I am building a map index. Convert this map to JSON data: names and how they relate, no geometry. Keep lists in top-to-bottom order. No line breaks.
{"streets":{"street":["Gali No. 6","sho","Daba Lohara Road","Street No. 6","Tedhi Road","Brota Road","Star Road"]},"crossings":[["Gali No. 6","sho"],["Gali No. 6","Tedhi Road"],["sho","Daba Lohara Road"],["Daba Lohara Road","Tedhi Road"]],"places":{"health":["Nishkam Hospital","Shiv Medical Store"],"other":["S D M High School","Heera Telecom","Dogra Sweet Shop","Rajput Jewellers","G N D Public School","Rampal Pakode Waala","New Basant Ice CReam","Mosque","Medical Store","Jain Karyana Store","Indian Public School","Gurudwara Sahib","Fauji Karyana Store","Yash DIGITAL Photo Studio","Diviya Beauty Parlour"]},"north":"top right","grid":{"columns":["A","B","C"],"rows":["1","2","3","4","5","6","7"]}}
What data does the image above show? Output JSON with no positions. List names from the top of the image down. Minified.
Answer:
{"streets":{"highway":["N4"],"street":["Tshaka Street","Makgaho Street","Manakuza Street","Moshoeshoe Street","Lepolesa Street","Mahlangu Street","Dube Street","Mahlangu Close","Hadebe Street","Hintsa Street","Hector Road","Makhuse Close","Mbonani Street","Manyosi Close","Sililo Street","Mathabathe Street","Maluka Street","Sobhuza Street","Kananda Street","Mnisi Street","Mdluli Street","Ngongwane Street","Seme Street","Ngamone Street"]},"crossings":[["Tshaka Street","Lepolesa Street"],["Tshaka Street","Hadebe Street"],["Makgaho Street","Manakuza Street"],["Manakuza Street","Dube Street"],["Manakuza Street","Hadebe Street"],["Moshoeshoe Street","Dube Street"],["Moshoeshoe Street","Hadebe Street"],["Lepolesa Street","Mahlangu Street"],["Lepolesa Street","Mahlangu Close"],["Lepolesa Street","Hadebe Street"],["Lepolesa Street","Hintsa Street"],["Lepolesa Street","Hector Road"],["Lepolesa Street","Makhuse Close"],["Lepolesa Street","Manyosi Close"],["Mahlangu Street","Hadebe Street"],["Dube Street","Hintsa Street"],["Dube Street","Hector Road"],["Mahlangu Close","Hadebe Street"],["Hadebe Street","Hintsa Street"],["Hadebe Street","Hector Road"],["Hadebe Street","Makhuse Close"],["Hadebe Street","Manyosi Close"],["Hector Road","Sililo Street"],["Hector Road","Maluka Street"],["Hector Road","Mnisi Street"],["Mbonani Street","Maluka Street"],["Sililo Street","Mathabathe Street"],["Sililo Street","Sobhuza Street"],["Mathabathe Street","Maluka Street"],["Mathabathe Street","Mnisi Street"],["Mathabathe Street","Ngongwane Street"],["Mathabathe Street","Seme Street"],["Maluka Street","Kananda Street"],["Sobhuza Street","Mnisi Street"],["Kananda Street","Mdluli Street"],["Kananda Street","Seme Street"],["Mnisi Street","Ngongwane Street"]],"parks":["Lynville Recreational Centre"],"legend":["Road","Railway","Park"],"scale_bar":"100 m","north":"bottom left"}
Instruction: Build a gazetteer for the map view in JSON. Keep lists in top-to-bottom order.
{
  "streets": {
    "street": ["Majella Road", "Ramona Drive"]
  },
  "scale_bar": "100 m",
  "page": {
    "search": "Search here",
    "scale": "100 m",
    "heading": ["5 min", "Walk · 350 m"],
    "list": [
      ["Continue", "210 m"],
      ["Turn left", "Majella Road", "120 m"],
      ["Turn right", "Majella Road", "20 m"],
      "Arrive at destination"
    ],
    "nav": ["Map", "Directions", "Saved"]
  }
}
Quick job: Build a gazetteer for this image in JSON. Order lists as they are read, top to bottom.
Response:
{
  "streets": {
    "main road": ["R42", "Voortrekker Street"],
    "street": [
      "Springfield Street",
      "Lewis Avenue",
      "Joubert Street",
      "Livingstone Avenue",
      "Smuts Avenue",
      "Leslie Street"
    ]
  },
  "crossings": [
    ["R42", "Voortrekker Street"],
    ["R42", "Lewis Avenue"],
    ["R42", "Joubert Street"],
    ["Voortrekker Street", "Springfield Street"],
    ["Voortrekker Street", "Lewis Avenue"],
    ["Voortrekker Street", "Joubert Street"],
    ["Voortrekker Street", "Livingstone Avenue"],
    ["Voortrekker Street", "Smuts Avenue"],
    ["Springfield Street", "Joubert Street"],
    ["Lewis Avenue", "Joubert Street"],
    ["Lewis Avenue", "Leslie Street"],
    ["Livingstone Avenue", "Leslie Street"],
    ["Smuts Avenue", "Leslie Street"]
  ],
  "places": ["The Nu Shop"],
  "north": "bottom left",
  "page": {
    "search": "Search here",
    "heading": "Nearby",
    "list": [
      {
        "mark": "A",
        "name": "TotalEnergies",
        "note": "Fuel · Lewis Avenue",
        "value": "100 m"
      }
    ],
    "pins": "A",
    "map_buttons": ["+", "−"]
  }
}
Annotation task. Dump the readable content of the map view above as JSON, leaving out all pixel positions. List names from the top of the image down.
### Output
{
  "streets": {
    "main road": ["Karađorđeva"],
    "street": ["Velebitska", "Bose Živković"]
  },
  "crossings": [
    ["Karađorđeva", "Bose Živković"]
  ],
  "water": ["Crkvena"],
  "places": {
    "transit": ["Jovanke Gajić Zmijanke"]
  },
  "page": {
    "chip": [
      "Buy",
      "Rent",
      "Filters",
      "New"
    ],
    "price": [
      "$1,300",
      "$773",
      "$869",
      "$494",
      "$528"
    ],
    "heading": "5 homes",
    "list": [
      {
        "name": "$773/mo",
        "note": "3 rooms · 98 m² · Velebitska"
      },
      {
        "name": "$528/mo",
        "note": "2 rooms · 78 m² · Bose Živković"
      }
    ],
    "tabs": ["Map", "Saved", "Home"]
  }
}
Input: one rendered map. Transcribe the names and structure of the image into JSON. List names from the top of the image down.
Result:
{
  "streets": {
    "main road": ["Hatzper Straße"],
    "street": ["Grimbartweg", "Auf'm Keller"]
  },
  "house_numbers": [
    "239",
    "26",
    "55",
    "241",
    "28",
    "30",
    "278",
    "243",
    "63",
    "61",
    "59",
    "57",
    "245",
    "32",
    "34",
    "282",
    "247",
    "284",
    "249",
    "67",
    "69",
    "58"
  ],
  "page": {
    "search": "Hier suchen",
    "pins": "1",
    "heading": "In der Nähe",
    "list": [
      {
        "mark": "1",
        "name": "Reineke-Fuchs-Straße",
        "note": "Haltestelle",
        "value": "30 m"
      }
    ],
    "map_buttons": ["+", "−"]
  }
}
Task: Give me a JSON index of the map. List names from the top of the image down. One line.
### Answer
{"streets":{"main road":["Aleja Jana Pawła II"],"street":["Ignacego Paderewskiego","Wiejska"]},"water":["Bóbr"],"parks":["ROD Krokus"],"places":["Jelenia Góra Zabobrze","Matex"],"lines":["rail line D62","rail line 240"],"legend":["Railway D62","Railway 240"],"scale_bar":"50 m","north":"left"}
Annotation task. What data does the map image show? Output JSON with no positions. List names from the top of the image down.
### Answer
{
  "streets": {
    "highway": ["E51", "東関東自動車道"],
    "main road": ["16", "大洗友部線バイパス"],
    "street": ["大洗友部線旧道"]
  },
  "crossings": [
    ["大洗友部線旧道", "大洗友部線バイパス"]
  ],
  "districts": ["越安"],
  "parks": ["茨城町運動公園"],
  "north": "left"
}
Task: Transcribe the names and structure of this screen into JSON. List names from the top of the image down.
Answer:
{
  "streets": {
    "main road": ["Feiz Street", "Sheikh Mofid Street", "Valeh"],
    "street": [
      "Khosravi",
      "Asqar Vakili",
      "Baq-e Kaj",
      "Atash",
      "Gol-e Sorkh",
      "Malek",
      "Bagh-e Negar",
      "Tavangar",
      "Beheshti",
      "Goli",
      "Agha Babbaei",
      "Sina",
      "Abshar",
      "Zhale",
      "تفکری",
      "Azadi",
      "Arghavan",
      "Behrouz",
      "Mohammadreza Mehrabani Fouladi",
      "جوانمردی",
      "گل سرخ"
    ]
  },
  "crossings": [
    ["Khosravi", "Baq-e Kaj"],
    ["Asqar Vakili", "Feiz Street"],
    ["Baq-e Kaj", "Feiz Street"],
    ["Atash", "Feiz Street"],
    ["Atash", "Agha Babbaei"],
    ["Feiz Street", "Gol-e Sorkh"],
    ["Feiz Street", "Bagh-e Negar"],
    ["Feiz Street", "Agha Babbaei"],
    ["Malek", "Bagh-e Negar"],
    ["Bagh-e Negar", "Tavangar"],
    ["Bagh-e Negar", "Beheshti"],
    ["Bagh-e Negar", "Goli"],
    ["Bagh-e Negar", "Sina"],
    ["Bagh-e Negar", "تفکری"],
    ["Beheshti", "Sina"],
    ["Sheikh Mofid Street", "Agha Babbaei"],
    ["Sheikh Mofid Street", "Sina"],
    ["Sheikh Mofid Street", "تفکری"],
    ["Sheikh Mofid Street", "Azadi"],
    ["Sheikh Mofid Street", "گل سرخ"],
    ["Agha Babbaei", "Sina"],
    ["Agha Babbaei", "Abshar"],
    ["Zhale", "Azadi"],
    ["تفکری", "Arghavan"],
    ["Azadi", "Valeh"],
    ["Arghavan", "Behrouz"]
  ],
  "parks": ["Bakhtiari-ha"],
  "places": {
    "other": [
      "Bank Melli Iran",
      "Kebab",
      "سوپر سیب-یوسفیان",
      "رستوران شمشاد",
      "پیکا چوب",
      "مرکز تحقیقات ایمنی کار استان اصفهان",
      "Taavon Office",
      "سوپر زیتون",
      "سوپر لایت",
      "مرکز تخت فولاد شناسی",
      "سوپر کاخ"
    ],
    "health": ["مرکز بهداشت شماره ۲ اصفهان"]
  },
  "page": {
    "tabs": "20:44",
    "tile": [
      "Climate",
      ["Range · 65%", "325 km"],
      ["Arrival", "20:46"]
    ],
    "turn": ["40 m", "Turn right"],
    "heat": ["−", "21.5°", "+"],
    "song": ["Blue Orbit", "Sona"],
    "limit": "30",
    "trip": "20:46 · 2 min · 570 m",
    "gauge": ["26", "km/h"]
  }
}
....
(WHAT IS REQUIRED):
From the entries above, show each line that includes the string "structure".

(SOLUTION TO THIS EXERCISE):
Input: one rendered map. Transcribe the names and structure of the image into JSON. List names from the top of the image down.
Task: Transcribe the names and structure of this screen into JSON. List names from the top of the image down.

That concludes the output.